Nairo vuelve a caerse, y con él Bardet, y la caída del maestro de los colombianos y de la esperanza francesa siempre, anuncian de qué irá la batalla. Pasada las 10 de la noche del viernes, el Ag2r anunció que Bardet, 11º en la general, a 3m de Roglic, no saldrá el sábado. El ciclista, que sufrió una conmoción cerebral en la caída, pasó un escáner cerebral en el hospital de Clermont Ferrand y los médicos decidieron que era peligroso que continuara. Segundo en el Tour de 2016, tercero en el de 2017, Bardet es, junto a su coetáneo Pinot, también caído, un clásico en los pronósticos que buscan un ganador francés del Tour, lo que ninguno consigue desde 1985. Su caída se ha producido justamente en la etapa que recorría sus lugares de infancia en el Averno y acababa cerca de Murat, el pueblo de su padre.
La generosidad mata a Soler, voluntad sin filtro para llegar, para controlar todos los movimientos en el grupo de 17 –y muchos de entre ellos, como Dani Martínez, Schachmann, Alaphilippe, tienen un mayordomo que les hace el trabajo duro, que les acerca a los acelerones, que tiran por ellos-- del que saldrá el ganador de la etapa de los volcanes y del Cantal, todo prados húmedos, jugosos, como aquellos pastos con los que soñaban las noches de travesía del desierto los colonos de las caravanas en las películas del Oeste, los prados donde Buffalo Bill exterminó a los búfalos para alimentar la colonización del ferrocarril y mató de hambre a las tribus nativas, condenadas ad eternum a una camino de lágrimas.

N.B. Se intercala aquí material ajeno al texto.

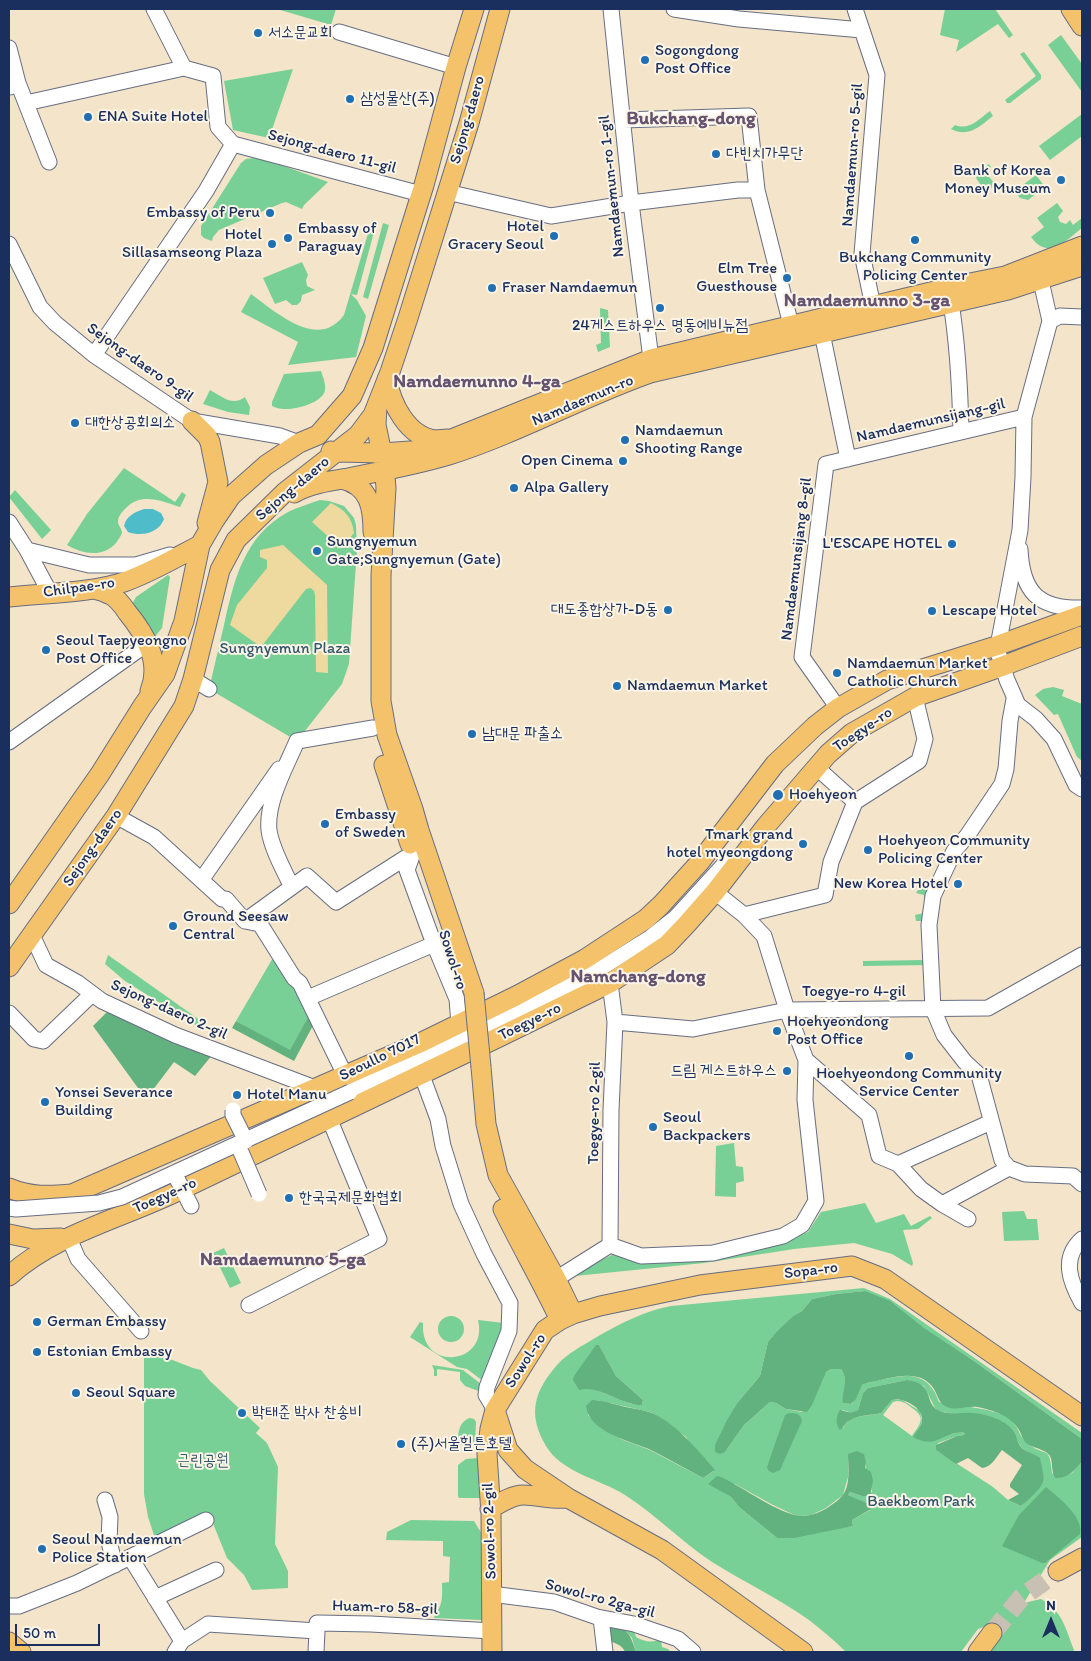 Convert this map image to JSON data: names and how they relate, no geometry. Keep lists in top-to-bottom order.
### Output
{
  "streets": {
    "main road": [
      "Sejong-daero",
      "Namdaemun-ro",
      "Chilpae-ro",
      "Toegye-ro",
      "Sowol-ro",
      "Sopa-ro",
      "Sowol-ro 2-gil"
    ],
    "street": [
      "Sejong-daero 11-gil",
      "Namdaemun-ro 5-gil",
      "Namdaemun-ro 1-gil",
      "Sejong-daero 9-gil",
      "Namdaemunsijang-gil",
      "Namdaemunsijang 8-gil",
      "Toegye-ro 4-gil",
      "Sejong-daero 2-gil",
      "Seoullo 7017",
      "Toegye-ro 2-gil",
      "Sowol-ro 2ga-gil",
      "Huam-ro 58-gil"
    ]
  },
  "crossings": [
    ["Sejong-daero", "Sejong-daero 11-gil"],
    ["Sejong-daero", "Sejong-daero 9-gil"],
    ["Sejong-daero", "Namdaemun-ro"],
    ["Sejong-daero", "Chilpae-ro"],
    ["Sejong-daero", "Sowol-ro"],
    ["Sejong-daero", "Sejong-daero 2-gil"],
    ["Namdaemun-ro 5-gil", "Namdaemun-ro"],
    ["Namdaemun-ro 1-gil", "Namdaemun-ro"],
    ["Sejong-daero 9-gil", "Namdaemun-ro"],
    ["Namdaemun-ro", "Sowol-ro"],
    ["Namdaemunsijang-gil", "Namdaemunsijang 8-gil"],
    ["Namdaemunsijang 8-gil", "Toegye-ro"],
    ["Toegye-ro", "Sowol-ro"],
    ["Toegye-ro", "Sejong-daero 2-gil"],
    ["Toegye-ro", "Seoullo 7017"],
    ["Toegye-ro", "Toegye-ro 2-gil"],
    ["Sowol-ro", "Sopa-ro"],
    ["Sowol-ro", "Sowol-ro 2-gil"],
    ["Toegye-ro 4-gil", "Toegye-ro 2-gil"],
    ["Sowol-ro 2-gil", "Sowol-ro 2ga-gil"],
    ["Sowol-ro 2-gil", "Huam-ro 58-gil"]
  ],
  "districts": [
    "Bukchang-dong",
    "Namdaemunno 3-ga",
    "Namdaemunno 4-ga",
    "Namchang-dong",
    "Namdaemunno 5-ga"
  ],
  "parks": ["Sungnyemun Plaza", "근린공원", "Baekbeom Park"],
  "places": [
    "서소문교회",
    "Sogongdong Post Office",
    "삼성물산(주)",
    "ENA Suite Hotel",
    "다빈치가무단",
    "Bank of Korea Money Museum",
    "Embassy of Peru",
    "Hotel Gracery Seoul",
    "Embassy of Paraguay",
    "Bukchang Community Policing Center",
    "Hotel Sillasamseong Plaza",
    "Elm Tree Guesthouse",
    "Fraser Namdaemun",
    "24게스트하우스 명동에비뉴점",
    "대한상공회의소",
    "Namdaemun Shooting Range",
    "Open Cinema",
    "Alpa Gallery",
    "L'ESCAPE HOTEL",
    "Sungnyemun Gate;Sungnyemun (Gate)",
    "대도종합상가-D동",
    "Lescape Hotel",
    "Seoul Taepyeongno Post Office",
    "Namdaemun Market Catholic Church",
    "Namdaemun Market",
    "남대문 파출소",
    "Hoehyeon",
    "Embassy of Sweden",
    "Tmark grand hotel myeongdong",
    "Hoehyeon Community Policing Center",
    "New Korea Hotel",
    "Ground Seesaw Central",
    "Hoehyeondong Post Office",
    "Hoehyeondong Community Service Center",
    "드림 게스트하우스",
    "Hotel Manu",
    "Yonsei Severance Building",
    "Seoul Backpackers",
    "한국국제문화협회",
    "German Embassy",
    "Estonian Embassy",
    "Seoul Square",
    "박태준 박사 찬송비",
    "(주)서울힐튼호텔",
    "Seoul Namdaemun Police Station"
  ],
  "scale_bar": "50 m",
  "north": "top"
}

Y es irónico y hermoso que sea Neilson Powless, un ciclista indio de la nación Oneida, una de las grandes tribus de iroqueses, sea quien guíe a la fuga y al pelotón en el territorio de los pastos verdes verdes que alimentan a las vacas rojas que dicen Salers, y son primas de las retintas españolas, y llegaron al fin de Francia arrastrando los carros de los íberos conquistadores. No tienen vértigo y son magníficas escaladoras, y los ciclistas intentan imitarlas en sus campos, invasores de su calma.

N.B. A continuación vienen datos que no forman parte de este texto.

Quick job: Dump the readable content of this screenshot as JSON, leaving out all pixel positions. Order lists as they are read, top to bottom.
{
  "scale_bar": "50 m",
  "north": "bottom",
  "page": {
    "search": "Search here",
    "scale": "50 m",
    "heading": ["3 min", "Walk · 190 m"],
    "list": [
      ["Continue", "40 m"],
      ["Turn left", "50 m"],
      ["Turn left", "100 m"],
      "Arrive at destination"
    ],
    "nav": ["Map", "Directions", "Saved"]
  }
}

Con todos los de la fuga puede Dani Martínez, que ni es un joven que se coma el Tour a grandes bocados ni un veterano retorcido, sino un joven que lo ha vivido todo muy deprisa: debutó en el Giro con 20 años recién cumplidos y, a los 24, ya corre su segundo Tour dos semanas después de ganar la Dauphiné. Tiene un hijo al que siempre le recordarán cuánto le quiere su padre. Y su victoria calmará un poco el dolor de un país, el pesimismo de un pueblo, con razones siempre para sentirse herido.